Although the Supreme Court has not settled the proper analytical framework used to determine the scope of a public employee's Fourth Amendment protections in the context of employment-related searches, the Sixth Circuit in the unpublished opinion James v. Hampton discussed the O'Connor v. Ortega plurality's framework, which "recognized that government employees' expectation of privacy in their offices can be diminished by virtue of office practices and procedures or by legitimate regulation." James v. Hampton, 592 F. App'x 449, 455 (6th Cir. 2015); see also Zimmerman v. Knight, 421 F. Supp. 3d 514, 520-21 (S.D. Ohio Nov. 14, 2019) (noting that the Hampton decision is controlling with respect to O'Connor's application in the Sixth Circuit). "[G]overnment employees' expectation of privacy in the workplace can be reduced through . . . prior notice to employees that their workspaces were subject to search." Hampton, 592 F. App'x at 455.

Under the O'Connor plurality's approach, courts apply a two-step inquiry to determine "whether a public employee workplace search without a warrant would violate the Fourth Amendment." Hampton, 592 F. App'x at 454-55. First, the reviewing court considers "whether the employee has a reasonable expectation of privacy in the workplace." Id. at 455 (citing O'Connor, 480 U.S. at 711-12). Second, "if the employee does have an expectation of privacy," the courts must ensure that the search is "reasonable both at its inception and in its scope." Id. (citing O'Connor, 480 U.S. at 725-26). "A search is justified at its inception 'when there are reasonable grounds for suspecting that the search will turn up evidence that the employee is guilty of work-related misconduct, or that the search is necessary for a noninvestigatory work-related purpose such as to retrieve a needed file.'" Id. (quoting O'Connor, 480 U.S. at 726). "The search is reasonable in scope when it is 'reasonably related to the objectives of the search and not excessively intrusive in light of . . . the nature of the [misconduct].'" Id. (quoting O'Connor, 480 U.S. at 726).

MPD officers have a reduced expectation of privacy in their personal devices and social media accounts when used for official police purposes "by virtue of office practices and procedures or by legitimate regulation" put in place by the City and the MPD. See Hampton, 592 F. App'x at 455. A court order requiring all MPD personnel to provide social media search terms used for official police business qualifies as a "legitimate regulation," given the importance of the City's continued compliance with the Kendrick Consent Decree, and especially given that an MPD officer's impermissible use of social media was at the heart of the Court's finding that the City and the MPD violated the Kendrick Consent Decree. Although MPD officers generally have a reasonable expectation of privacy in their personal cellphones and devices under Supreme Court and Sixth Circuit precedent, see Riley v. California, 573 U.S. 373, 386 (2013), see also Zimmerman v. Knight, 421 F. Supp. 3d 514, 520-21 (S.D. Ohio 2019), not everything on MPD officers' personal cellphones and devices is necessarily unrelated to official police business.
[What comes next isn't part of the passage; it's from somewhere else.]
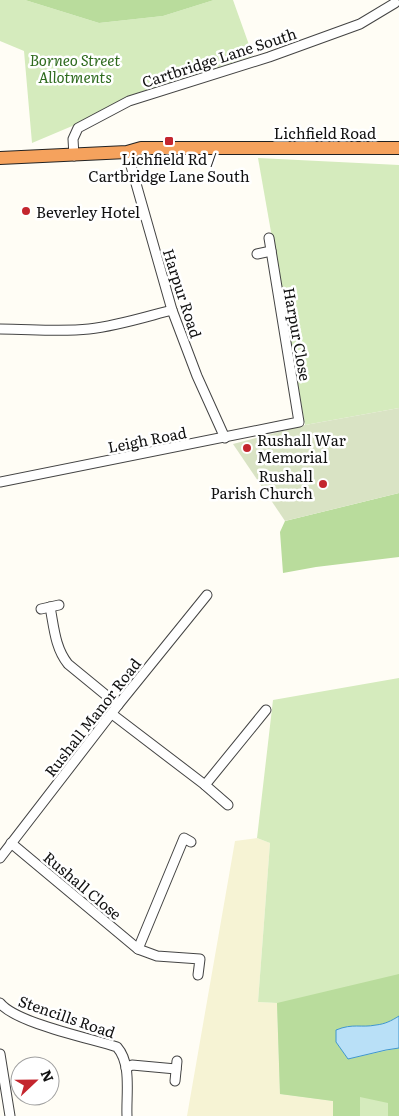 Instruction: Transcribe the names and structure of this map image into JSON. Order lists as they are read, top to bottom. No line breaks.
{"streets":{"highway":["Lichfield Road"],"street":["Cartbridge Lane South","Harpur Road","Harpur Close","Leigh Road","Rushall Manor Road","Rushall Close","Stencills Road"]},"crossings":[["Cartbridge Lane South","Lichfield Road"],["Lichfield Road","Harpur Road"],["Harpur Road","Leigh Road"],["Harpur Close","Leigh Road"],["Rushall Manor Road","Rushall Close"]],"parks":["Borneo Street Allotments"],"places":{"transit":["Lichfield Rd / Cartbridge Lane South"],"other":["Beverley Hotel","Rushall War Memorial","Rushall Parish Church"]},"north":"right"}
See Zimmerman, 421 F. Supp. 3d at 520-21 (quoting Hampton, 592 F. App'x at 457). The search terms stored on MPD officers' and MGU officers' personal phones and used in criminal investigations qualify as "workplace items." Therefore, social media accounts and search terms used for criminal investigative purposes on behalf of the MPD qualify as "items that are related to work" and should be "within the employer's control." O'Connor, 480 U.S. at 715.

It is, however, both impracticable and inappropriate to require the MPD to obtain a warrant to retrieve social media search terms directly related to official police business from its officers' personal phones. See id. at 725. The MPD's collection of such search terms is reasonably related to the goal of ensuring compliance with the Kendrick Decree. The Eastern District of California in Larios v. Lunardi directly addressed the issue of searches of officers' personal cellphones and came to the same conclusion. See --- F. Supp. 3d ----, 2020 WL 1062049, at *7-8 (E.D. Cal. Mar. 5, 2020). The plaintiff in Larios "comingled his work life and personal life on a single device" and "used a personal device to engage in CHP-regulated communication." Id. at *7. The court found that a search of that device did not occur "pursuant to a criminal investigation" but was instead "an investigation of work-related misconduct" and thus was justified in its inception and reasonably related to the purpose of the search. Id.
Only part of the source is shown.